Hi lorenmt! Thank you for sharing your code. I would like to train t

Training with my own dataset,about lorenmt/mtan

Comments (16)

lorenmt commented on June 14, 2024

Hello. I believe that is because your image size 500 is not divisible by 16, so when you downsampled the images, the pixels shifted a bit, the saved sampling indices would not match the size of upsampled features.

An easy fix is to resize the input images to the size that is divisible by 16, like 256 as an example.

Let me know whether that solves your issue.

from mtan.

Njuod commented on June 14, 2024

Hi!
Thank you for your quick answer.
I've padded the images to 512 to be divisible by 16 and it seems that solves this issue. Thanks!

from mtan.

Njuod commented on June 14, 2024

Hi again :),

My dataset is very large which caused the following error:

RuntimeError: CUDA out of memory. Tried to allocate 64.00 MiB (GPU 0; 5.79 GiB total capacity; 4.48 GiB already allocated; 10.31 MiB free; 25.81 MiB cached)

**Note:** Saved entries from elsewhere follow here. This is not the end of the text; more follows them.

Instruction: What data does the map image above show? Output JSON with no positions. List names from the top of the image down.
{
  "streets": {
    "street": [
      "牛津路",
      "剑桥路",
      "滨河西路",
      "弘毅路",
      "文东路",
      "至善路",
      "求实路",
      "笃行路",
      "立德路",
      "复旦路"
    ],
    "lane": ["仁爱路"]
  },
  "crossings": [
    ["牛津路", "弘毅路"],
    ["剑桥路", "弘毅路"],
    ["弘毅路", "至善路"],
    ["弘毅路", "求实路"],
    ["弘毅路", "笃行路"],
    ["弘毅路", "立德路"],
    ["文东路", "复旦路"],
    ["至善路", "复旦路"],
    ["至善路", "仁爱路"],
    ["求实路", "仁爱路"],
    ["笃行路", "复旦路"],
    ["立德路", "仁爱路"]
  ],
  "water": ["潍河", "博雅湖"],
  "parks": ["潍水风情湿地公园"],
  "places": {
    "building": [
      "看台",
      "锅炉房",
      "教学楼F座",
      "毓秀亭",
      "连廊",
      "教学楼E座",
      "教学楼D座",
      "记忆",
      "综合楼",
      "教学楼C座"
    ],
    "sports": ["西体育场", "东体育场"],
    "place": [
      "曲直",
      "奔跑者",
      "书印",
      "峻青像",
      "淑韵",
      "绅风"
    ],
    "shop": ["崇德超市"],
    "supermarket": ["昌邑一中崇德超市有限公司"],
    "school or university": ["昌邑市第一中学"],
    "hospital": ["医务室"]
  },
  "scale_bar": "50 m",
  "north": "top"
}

I see the model uses only 1 GPU. So, I'm trying to train the model with 2 GPUs by wrapping the model in nn.DataParallel as follow:

device = torch.device("cuda" if torch.cuda.is_available() else "cpu")
model = torch.nn.DataParallel(SegNet())
SegNet_MTAN = model.to(device)

But I got this error:

Standard training strategy without data augmentation.
Traceback (most recent call last):
  File "model_segnet_mtan.py", line 230, in <module>
    5)
  File "/home/models/mtan/im2im_pred/utils.py", line 152, in multi_task_trainer
    conf_mat = ConfMatrix(multi_task_model.class_nb)
  File "/home/miniconda3/lib/python3.7/site-packages/torch/nn/modules/module.py", line 591, in __getattr__
    type(self).__name__, name))
AttributeError: 'DataParallel' object has no attribute 'class_nb'

could you help me to solve it?

from mtan.

lorenmt commented on June 14, 2024

I think after you wrapped the model in a multi-gpu setting, the model class becomes model.module. So you need to access the class_nb by multi_task_model.module.class_nb.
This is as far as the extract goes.